Stored data entries:

++++++++

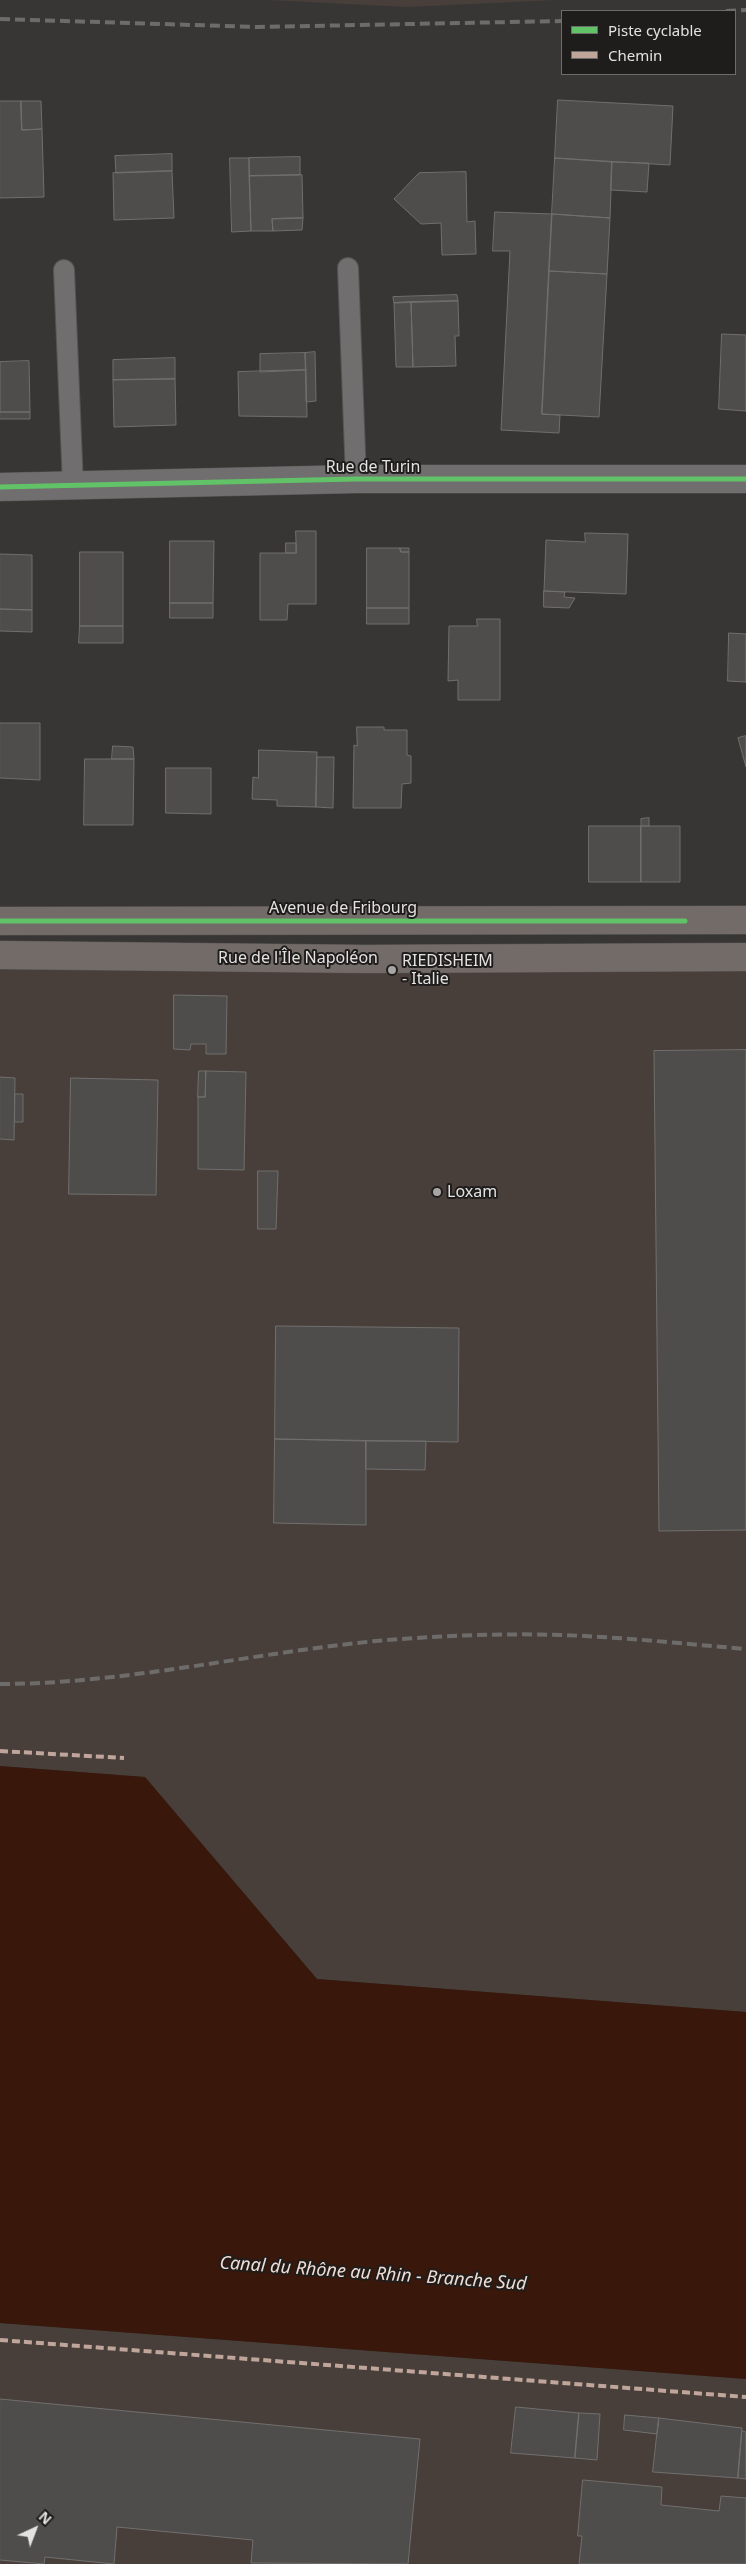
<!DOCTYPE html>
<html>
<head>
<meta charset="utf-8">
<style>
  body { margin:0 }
  #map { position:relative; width:746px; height:2564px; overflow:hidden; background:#383634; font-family:"Noto Sans",sans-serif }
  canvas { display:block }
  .legend { position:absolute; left:561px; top:10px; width:175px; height:65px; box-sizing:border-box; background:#1f1d1c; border:1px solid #6e6c6b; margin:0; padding:6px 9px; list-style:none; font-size:15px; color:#e4e2e1 }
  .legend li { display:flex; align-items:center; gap:10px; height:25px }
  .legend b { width:25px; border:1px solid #6e6c6b }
  .north { position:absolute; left:10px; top:2504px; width:50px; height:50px; -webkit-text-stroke:4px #1f1d1c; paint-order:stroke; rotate:43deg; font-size:14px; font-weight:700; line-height:20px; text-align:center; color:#e4e2e1 }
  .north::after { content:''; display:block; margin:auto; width:18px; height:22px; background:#e4e2e1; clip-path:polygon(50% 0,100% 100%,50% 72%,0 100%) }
</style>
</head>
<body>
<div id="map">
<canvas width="746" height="2564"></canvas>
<ul class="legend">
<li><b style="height:6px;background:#61c268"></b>Piste cyclable</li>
<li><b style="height:6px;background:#c0a59a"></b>Chemin</li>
</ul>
<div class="north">N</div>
</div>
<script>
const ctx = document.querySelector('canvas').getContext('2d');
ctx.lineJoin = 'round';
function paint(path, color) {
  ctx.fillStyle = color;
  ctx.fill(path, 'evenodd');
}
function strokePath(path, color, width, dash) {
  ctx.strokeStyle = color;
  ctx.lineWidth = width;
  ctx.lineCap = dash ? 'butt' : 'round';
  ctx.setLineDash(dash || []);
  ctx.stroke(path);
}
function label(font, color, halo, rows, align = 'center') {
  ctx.font = font + ' "Noto Sans",sans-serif';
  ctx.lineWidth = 4;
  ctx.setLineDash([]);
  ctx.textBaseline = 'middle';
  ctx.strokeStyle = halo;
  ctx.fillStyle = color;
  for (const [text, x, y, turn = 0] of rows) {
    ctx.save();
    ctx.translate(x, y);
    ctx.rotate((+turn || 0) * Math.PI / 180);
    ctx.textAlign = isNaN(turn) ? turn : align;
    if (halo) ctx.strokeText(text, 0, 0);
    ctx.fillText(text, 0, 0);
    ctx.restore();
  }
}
const built = new Path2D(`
  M269,0H555L407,7Z
  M746,955V2012L317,1979L145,1777L0,1766V960Z
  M0,2323L746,2379V2564H0Z`);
const water = new Path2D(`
  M0,1766L145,1777L317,1979L746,2012V2379L0,2323Z`);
const building = new Path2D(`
  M558,100L673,106L670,165L555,158Z
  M0,101H21L22,130L42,129L44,197L0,198Z
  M21,101H41L42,129L22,130Z
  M172,154V171L116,173L115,156Z
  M300,157V175L249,176V158Z
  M230,158H249L251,231L232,232Z
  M555,158L612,162L610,218L552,214Z
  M612,162L649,163L647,192L611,190Z
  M172,171L174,218L114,220L113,173Z
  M466,172L467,222L475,221L476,254L442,255L441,223L421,224L394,199L419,173Z
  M302,175L303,218L272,219L273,231H251L249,176Z
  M495,212L552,214L542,414L560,415L559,433L501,430L510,251H493Z
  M552,214L610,218L607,274L549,271Z
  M303,218L302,230L273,231L272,219Z
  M549,271L607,274L599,417L542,414Z
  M457,295L458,301L394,303L393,297Z
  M458,301L459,336H455L456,366L413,367L411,302Z
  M411,302L413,367H396L394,303Z
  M722,334L746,335V411L719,409Z
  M315,352L316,401L306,402L305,353Z
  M305,353L306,370L260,372V354Z
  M175,358V379L113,380V360Z
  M29,361L30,412H0V362Z
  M306,370L307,417L239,416L238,372Z
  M175,379L176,425L114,427L113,380Z
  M0,412H30V419H0Z
  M296,531H316V604H288L287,620H260V553H296Z
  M585,533L628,534L626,594L544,591L546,540L585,542Z
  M170,541H214L213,603H170Z
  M286,543H296V553H286Z
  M367,548H400L401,552H409V608H367Z
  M400,548H409V552H401Z
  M80,552H123V626H80Z
  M0,554L32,555V610L0,609Z
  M544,591L565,592L564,597L575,598L569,608L544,607Z
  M170,603H213V618H170Z
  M367,608H409V624H367Z
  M0,609L32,610V632L0,631Z
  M477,619H500V700H458V680L448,681L449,626H477Z
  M80,626H123V643H79Z
  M729,633L746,634V682L728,681Z
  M0,723H40V780L0,778Z
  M357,727H384V730H407V755L411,756V783L402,784L401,808H353L354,745L357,746Z
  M746,736V767L738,738Z
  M113,746L133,747L134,759H112Z
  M259,750L317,752L316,807L277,806V800L252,799L253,777L258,778Z
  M317,757H334L333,808L316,807Z
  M85,759H134L133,825H84Z
  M166,768H211V814L166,813Z
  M649,818V826H641V819Z
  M589,826H641V882H589Z
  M641,826H680V882H641Z
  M174,995L227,996L226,1054H206V1044H191L190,1050L174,1049Z
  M746,1050V1530L659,1531L654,1051Z
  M199,1071H206L205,1097H198Z
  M206,1071L246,1072L244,1170L198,1169V1097H205Z
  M0,1077L15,1078L14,1140L0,1139Z
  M71,1078L158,1080L156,1195L69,1194Z
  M15,1094H23V1122H15Z
  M258,1171H278L276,1229H258Z
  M276,1326L459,1328L458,1442L275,1439Z
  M275,1439L366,1441V1525L274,1523Z
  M366,1441H426L425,1470L366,1469Z
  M0,2399L420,2439L408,2564L251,2563L253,2540L117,2527L114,2564L45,2557L44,2564L0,2560Z
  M516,2407L579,2413L575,2458L511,2453Z
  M579,2413L600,2414L597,2460L575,2458Z
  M625,2415L659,2418L657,2434L624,2430Z
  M659,2418L742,2428L738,2478L653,2472Z
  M742,2431L746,2432V2479L738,2478Z
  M583,2480L662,2487L661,2505L719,2511L721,2496L746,2498V2564H579L582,2536H578Z`);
const lane = new Path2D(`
  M348,268L356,479
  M64,270L73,486`);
const street = new Path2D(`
  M0,487L356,479H746`);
const primary = new Path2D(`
  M0,921L746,920
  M0,955L366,959L746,957`);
const rail = new Path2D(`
  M726,11L746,10
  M0,19L258,27L562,21
  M0,1684C124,1684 252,1653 376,1641C437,1636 499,1633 561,1635C623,1637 685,1644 746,1649`);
const quiet = new Path2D(`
  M0,1751L124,1758
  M0,2340L746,2397`);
const cycleway = new Path2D(`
  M0,487L356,479H746
  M0,921H685`);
const markers = [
  [392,970,5,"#a8a6a4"],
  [437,1192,5,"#a8a6a4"]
];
const streetNames = [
  ["Rue de Turin",373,467],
  ["Avenue de Fribourg",343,908],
  ["Rue de l'Île Napoléon",298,958]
];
const poiNames = [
  ["RIEDISHEIM",402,961],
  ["- Italie",402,979],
  ["Loxam",447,1192]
];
const waterNames = [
  ["Canal du Rhône au Rhin - Branche Sud",373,2274,4]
];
paint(built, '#483f3b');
paint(water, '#39170a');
paint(building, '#4f4d4c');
strokePath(building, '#716f6d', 1);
strokePath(lane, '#575554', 22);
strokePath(street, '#575554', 29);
strokePath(primary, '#575554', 29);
strokePath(lane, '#706e6e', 20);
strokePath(street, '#706e6e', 28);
strokePath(primary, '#736b68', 28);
strokePath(rail, '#6e6c6a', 4, [10, 5]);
strokePath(quiet, '#c0a59a', 4, [8, 4]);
strokePath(cycleway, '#61c268', 5);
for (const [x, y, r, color] of markers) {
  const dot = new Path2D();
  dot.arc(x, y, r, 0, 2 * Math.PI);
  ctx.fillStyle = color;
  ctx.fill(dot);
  strokePath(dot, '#1f1d1c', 2);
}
label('16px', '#e4e2e1', '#1f1d1c', streetNames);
label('16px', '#e4e2e1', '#1f1d1c', poiNames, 'left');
label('italic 18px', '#f2dcd4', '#1f1d1c', waterNames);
</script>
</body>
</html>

++++++++

ACTIVITY: In the records above, find the line with "ctx.lineWidth = 4;"; write out exactly that line and each one after it, stopping after the line with "M80,552H123V626H80Z".

PROBLEM SOLUTION:
  ctx.lineWidth = 4;
  ctx.setLineDash([]);
  ctx.textBaseline = 'middle';
  ctx.strokeStyle = halo;
  ctx.fillStyle = color;
  for (const [text, x, y, turn = 0] of rows) {
    ctx.save();
    ctx.translate(x, y);
    ctx.rotate((+turn || 0) * Math.PI / 180);
    ctx.textAlign = isNaN(turn) ? turn : align;
    if (halo) ctx.strokeText(text, 0, 0);
    ctx.fillText(text, 0, 0);
    ctx.restore();
  }
}
const built = new Path2D(`
  M269,0H555L407,7Z
  M746,955V2012L317,1979L145,1777L0,1766V960Z
  M0,2323L746,2379V2564H0Z`);
const water = new Path2D(`
  M0,1766L145,1777L317,1979L746,2012V2379L0,2323Z`);
const building = new Path2D(`
  M558,100L673,106L670,165L555,158Z
  M0,101H21L22,130L42,129L44,197L0,198Z
  M21,101H41L42,129L22,130Z
  M172,154V171L116,173L115,156Z
  M300,157V175L249,176V158Z
  M230,158H249L251,231L232,232Z
  M555,158L612,162L610,218L552,214Z
  M612,162L649,163L647,192L611,190Z
  M172,171L174,218L114,220L113,173Z
  M466,172L467,222L475,221L476,254L442,255L441,223L421,224L394,199L419,173Z
  M302,175L303,218L272,219L273,231H251L249,176Z
  M495,212L552,214L542,414L560,415L559,433L501,430L510,251H493Z
  M552,214L610,218L607,274L549,271Z
  M303,218L302,230L273,231L272,219Z
  M549,271L607,274L599,417L542,414Z
  M457,295L458,301L394,303L393,297Z
  M458,301L459,336H455L456,366L413,367L411,302Z
  M411,302L413,367H396L394,303Z
  M722,334L746,335V411L719,409Z
  M315,352L316,401L306,402L305,353Z
  M305,353L306,370L260,372V354Z
  M175,358V379L113,380V360Z
  M29,361L30,412H0V362Z
  M306,370L307,417L239,416L238,372Z
  M175,379L176,425L114,427L113,380Z
  M0,412H30V419H0Z
  M296,531H316V604H288L287,620H260V553H296Z
  M585,533L628,534L626,594L544,591L546,540L585,542Z
  M170,541H214L213,603H170Z
  M286,543H296V553H286Z
  M367,548H400L401,552H409V608H367Z
  M400,548H409V552H401Z
  M80,552H123V626H80Z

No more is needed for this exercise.